- We think focusing on the prevalence, the amount of hate speech people actually see on the platform – and how we are reducing it with all of our tools – is the most important measure.
- Our technology has a huge impact on how much hate speech people see on Facebook. According to our latest report on Community Standards Enforcement, it is frequency is about 0.05% of content viewed, or about 5 views per 10,000, which is down nearly 50% over the past three quarters.
- We use technology to reduce the spread of hate speech in a number of ways: it helps us proactively identify it, relay it to our reviewers, and remove it if it violates our guidelines. It also enables us reduce the distribution from likely infringing content. All of these tools work together, which affects the prevalence.
- In 2016, our content moderation efforts relied mostly on user reports. That is why we have developed a technology to proactively identify infringing content before People report it. Our proactive detection rate reflects this. we Report prevalence figures so we can gauge how much hate speech actually appears in our apps.
Data from leaked documents is used to create a narrative that the technology we use to combat hate speech is inadequate and that we are deliberately misrepresenting our progress. That is not true. We don’t want to see hatred on our platform, nor our users or advertisers, and we are transparent about our work to remove it. What these documents show is that our integrity work is a multi-year journey. While we will never be perfect, our teams are continually working to develop our systems, identify problems, and come up with solutions.
Recent reports suggest that our approach to tackling hate speech is much narrower than it actually is, ignoring the fact that the prevalence of hate speech has dropped to 0.05%, or 5 views per 10,000 on Facebook. We believe prevalence is the most important metric to use because it shows how much hate speech is actually seen on Facebook.
Just focusing on removing content is the wrong way to see how we tackle hate speech. That’s because using technology to eradicate hate speech is just one way to counter it. We need to be sure that something is hate speech before we remove it. If something could be hate speech but we’re not sure enough that it meets the bar for removal, it’s ours Technology can Reduce the distribution of content or not recommend groups, pages, or people who regularly post content that is likely to violate our policies. We also use technology to mark content for further review.
We have a high threshold for automatic content removal. Otherwise, we would risk making even more mistakes with content that looks like hate speech but isn’t. such as those who describe or condemn experiences with hate speech.
Another misunderstood metric is our proactive detection rate, which tells us how good our technology is at finding content before people report it to us. It tells us how much of the content we’re removing we found each other. In 2016, the vast majority of our content removals were based on user reports. We knew we had to do better, so we started developing technology to identify potentially harmful content without anyone pointing it out.
When we started reporting our hate speech metrics, only 23.6% of the content we removed was being proactively detected by our systems. most of what we’ve removed has been found by people. Today that number is over 97%. But our proactive rate doesn’t tell us what we’re missing and doesn’t take into account the sum total of our efforts, including what we’re doing reduce the distribution problematic content. That is why we focus on prevalence and consistently refer to it as the most important key figure. Prevalence tells us what infringing content people see because we overlooked it. This is the most objective way of evaluating our progress, as it provides the most complete picture. We talk about prevalence and quarterly in our report on enforcement of community standards describe it in our transparency center.

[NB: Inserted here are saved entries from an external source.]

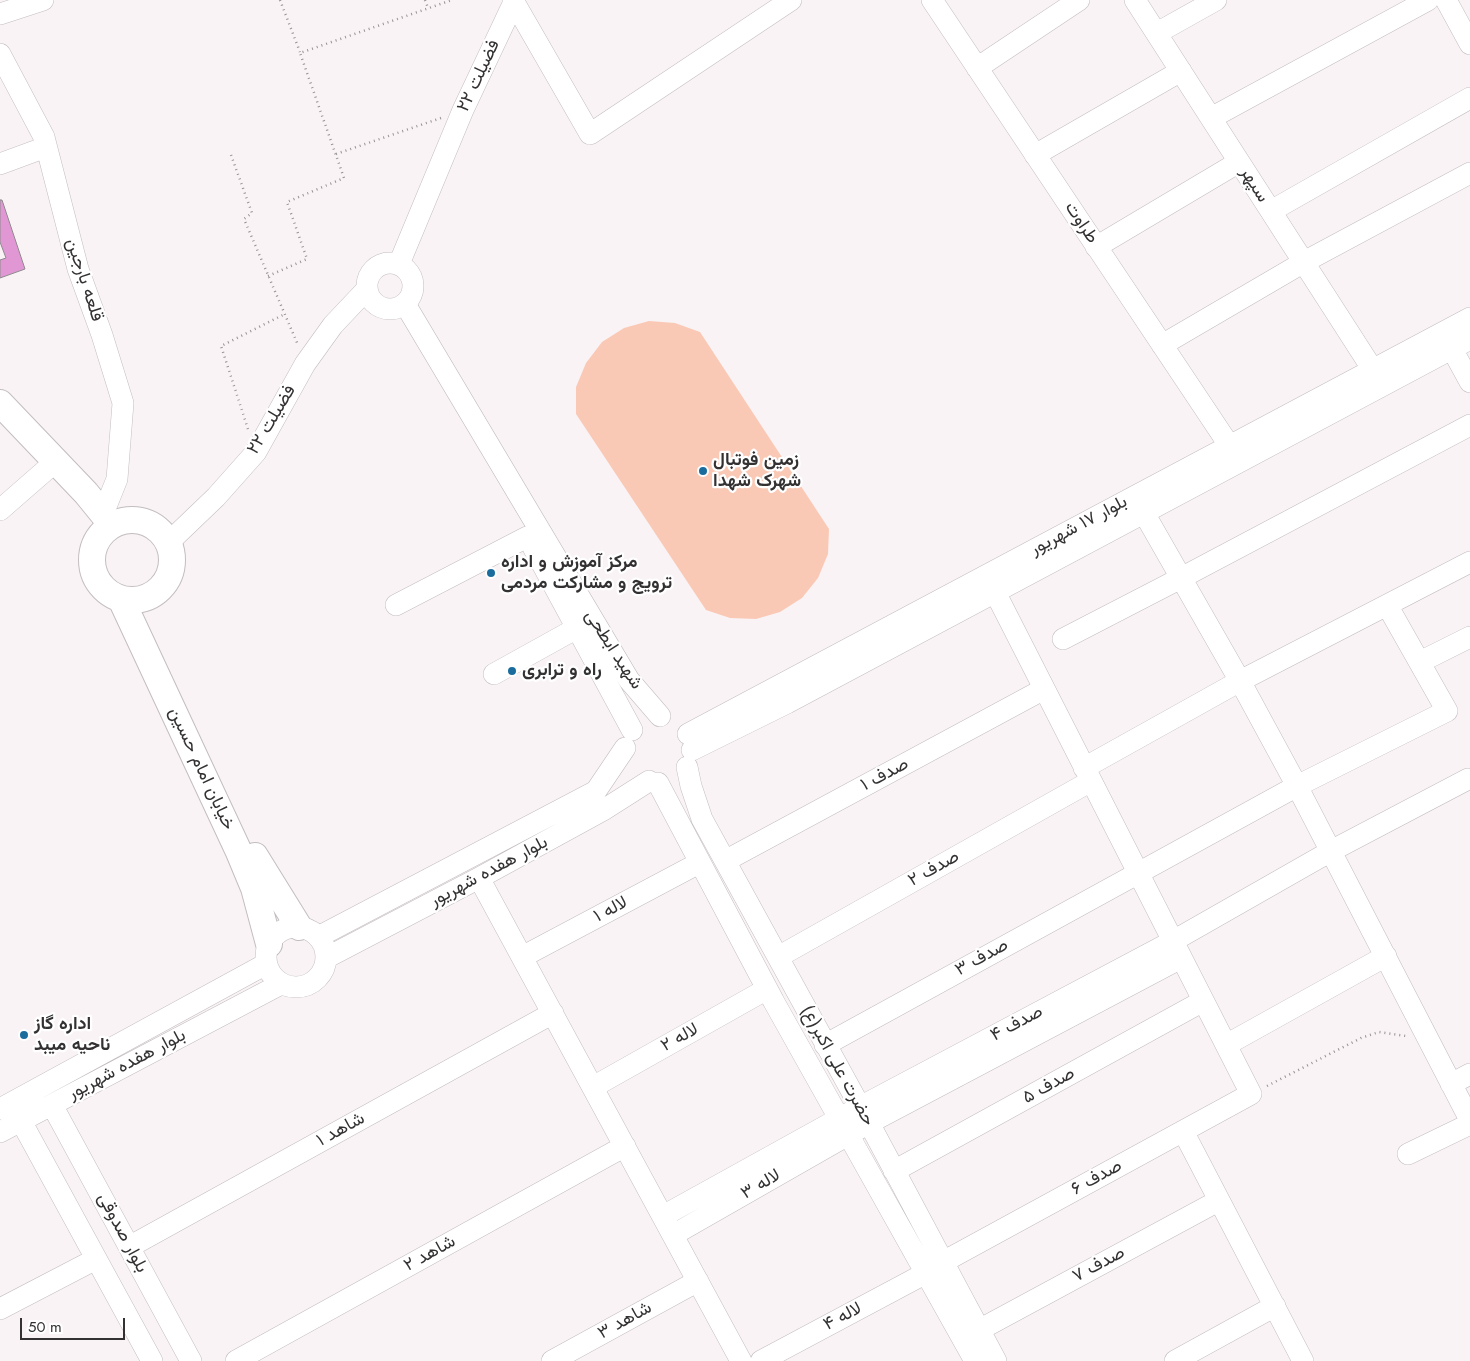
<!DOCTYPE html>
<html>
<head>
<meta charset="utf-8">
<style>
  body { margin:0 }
  #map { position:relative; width:1470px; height:1361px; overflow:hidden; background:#f9f3f5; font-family:Jost,sans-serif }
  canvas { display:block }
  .scale { position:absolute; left:20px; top:1318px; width:105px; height:22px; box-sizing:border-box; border:2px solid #333132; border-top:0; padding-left:6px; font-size:15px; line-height:18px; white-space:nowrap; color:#333132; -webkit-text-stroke:4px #fff; paint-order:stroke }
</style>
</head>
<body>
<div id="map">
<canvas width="1470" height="1361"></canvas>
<div class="scale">50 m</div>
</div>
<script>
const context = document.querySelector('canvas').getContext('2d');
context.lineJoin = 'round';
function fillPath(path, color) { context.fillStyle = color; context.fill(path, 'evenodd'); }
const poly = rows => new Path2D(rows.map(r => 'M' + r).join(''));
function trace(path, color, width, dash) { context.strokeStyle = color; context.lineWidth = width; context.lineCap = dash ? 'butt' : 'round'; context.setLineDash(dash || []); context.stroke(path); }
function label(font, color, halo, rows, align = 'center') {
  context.font = font + ' Jost,Vazirmatn,sans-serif'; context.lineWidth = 4.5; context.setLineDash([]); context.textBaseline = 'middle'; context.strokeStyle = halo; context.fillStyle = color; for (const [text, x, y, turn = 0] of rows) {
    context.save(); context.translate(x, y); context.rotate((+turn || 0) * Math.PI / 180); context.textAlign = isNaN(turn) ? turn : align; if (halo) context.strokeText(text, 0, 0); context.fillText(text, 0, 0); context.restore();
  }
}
const green = poly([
  [649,321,675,323,700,332,829,529,828,554,818,578,802,598,780,612,756,619,730,618,706,610,576,414,576,387,586,363,602,342,624,328]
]);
const building = poly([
  [0,200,2,200,25,269,0,278,0,260,6,258,0,242,0,200]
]);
const path = poly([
  [280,0,300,52],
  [425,0,428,8],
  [336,154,441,118],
  [231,155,252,213,244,219,298,345],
  [268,276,307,259,287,202,344,178,300,53,452,0],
  [248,429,221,346,285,314],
  [1267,1086,1361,1038,1379,1032,1406,1036]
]);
const minor = poly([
  [932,0,1237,457],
  [1135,0,1373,370],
  [1446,0,1470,44],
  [514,2,590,134,791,0],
  [0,14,43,0],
  [1157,33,1216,0],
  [0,54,44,137,78,269,102,335,123,403,117,479,103,514],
  [977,68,1079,0],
  [1211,118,1428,0],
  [1035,155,1181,71],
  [0,164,46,147],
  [1271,211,1470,98],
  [1096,247,1239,162],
  '367 286a23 23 0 1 1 46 0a23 23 0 1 1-46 0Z',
  [399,264,463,110,514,2,513,0],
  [405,304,629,680,660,716],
  [1162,345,1304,262,1470,173],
  [1452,349,1470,382],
  [0,510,47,469],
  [1144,513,1240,681,1297,786,1470,1120],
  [168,543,216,497,256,452,305,364,333,325,367,289],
  [533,547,632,730],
  [396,605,527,537],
  [1063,639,1181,578,1470,425],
  [1420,662,1470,637],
  [494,674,577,628],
  [688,734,1470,318],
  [692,750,787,703,1470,339],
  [687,767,691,786,702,819,869,1123,996,1361],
  [1084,768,1240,681,1470,562],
  [658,783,774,1002,975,1361],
  [725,861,1044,689],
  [479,878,741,1361],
  '266 957a30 30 0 1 1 60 0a30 30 0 1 1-60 0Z',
  [318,937,596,791,625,748],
  [522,957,699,863],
  [778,957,1091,781],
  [326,958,479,878,605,809,649,781],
  [825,1045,1297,786,1447,711,1387,605],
  [1226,1045,1386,956],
  [1451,1084,1470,1074],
  [593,1087,767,989],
  [52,1105,191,1361],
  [0,1109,266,964],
  [21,1121,152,1361],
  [1183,1131,1303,1361],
  [0,1132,281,984],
  [1408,1154,1470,1124],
  [894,1171,1203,1001],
  [663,1216,860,1107,1173,941,1331,851,1468,779],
  [673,1235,869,1123,1181,958],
  [129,1247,553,1013],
  [943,1262,1251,1094,995,592],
  [0,1309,96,1259],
  [979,1330,1218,1201],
  [236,1361,625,1146],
  [552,1361,698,1281],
  [761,1361,926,1273],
  [1175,1361,1275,1306]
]);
const major = poly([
  [0,403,86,493,112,525],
  '92 560a40 40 0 1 1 80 0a40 40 0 1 1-80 0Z',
  [121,599,239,852,254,888,269,944],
  [255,856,299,927]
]);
const markers = [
  [703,471,5,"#1a6c9d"],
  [491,573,5,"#1a6c9d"],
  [512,671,5,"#1a6c9d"],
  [24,1035,5,"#1a6c9d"]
];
const streetNames = [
  ["فضیلت ۲۲",479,76,-65],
  ["سپهر",1254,185,58],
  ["طراوت",1081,223,56],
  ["قلعه بارجین",84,280,72],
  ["فضیلت ۲۲",272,420,-59],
  ["بلوار ۱۷ شهریور",1079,526,-28],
  ["شهید ابطحی",613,650,57],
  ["خیابان امام حسین",201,769,65],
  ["صدف ۱",885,775,-28],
  ["صدف ۲",934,869,-29],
  ["بلوار هفده شهریور",489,872,-28],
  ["لاله ۱",611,910,-28],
  ["صدف ۳",982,958,-29],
  ["صدف ۴",1017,1024,-28],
  ["لاله ۲",680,1038,-29],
  ["بلوار هفده شهریور",127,1065,-28],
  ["حضرت علی اکبر(ع)",837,1066,61],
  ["صدف ۵",1049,1086,-29],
  ["شاهد ۱",341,1130,-29],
  ["صدف ۶",1097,1178,-29],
  ["لاله ۳",761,1185,-30],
  ["بلوار صدوقی",122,1233,62],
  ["شاهد ۲",430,1254,-29],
  ["صدف ۷",1099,1265,-28],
  ["لاله ۴",843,1317,-28],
  ["شاهد ۳",625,1321,-29]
];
const poiNames = [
  ["زمین فوتبال",713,461],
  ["شهرک شهدا",713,482],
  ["مرکز آموزش و اداره",501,563],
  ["ترویج و مشارکت مردمی",501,584],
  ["راه و ترابری",522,671],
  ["اداره گاز",34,1025],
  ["ناحیه میبد",34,1046]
];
fillPath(green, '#fac9b5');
fillPath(building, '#e297d5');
trace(building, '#8e8b8e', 1);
trace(minor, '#c3bdbf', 22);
trace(major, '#c3bdbf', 28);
trace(path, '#979394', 2.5, [1, 4]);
trace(minor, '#fff', 21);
trace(major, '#fff', 26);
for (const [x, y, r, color] of markers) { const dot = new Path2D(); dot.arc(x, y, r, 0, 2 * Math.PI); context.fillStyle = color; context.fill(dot); trace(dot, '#fff', 2); }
label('18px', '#333132', '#fff', streetNames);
label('bold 18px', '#333132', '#fff', poiNames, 'left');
</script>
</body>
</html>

Prevalence is the way we measure our work internally and therefore we share the same metric externally. Although we know that our work in this field will never be done, the fact is that it is spreading reduced by almost 50% in the last three quarters shows that our efforts, taken together, are having an impact. As reported in ours Report on the enforcement of community standards, we can attribute a significant portion of the decline to our improved and expanded AI systems.
We worked with international experts to develop our metrics. We are also the only company that has voluntarily agreed to have them audited independently.
We include many metrics in our quarterly reports that are the most comprehensive of their kind to give people a more complete picture. We worked with international experts in measurement, statistics and other areas an independent, public assessment to make sure we’re measuring the right things. While they largely agreed with our approach, they also made recommendations on how we can improve. You can read her full report here. We are also committed to a independent examination, with global accounting firm EY to ensure we accurately measure and report our metrics.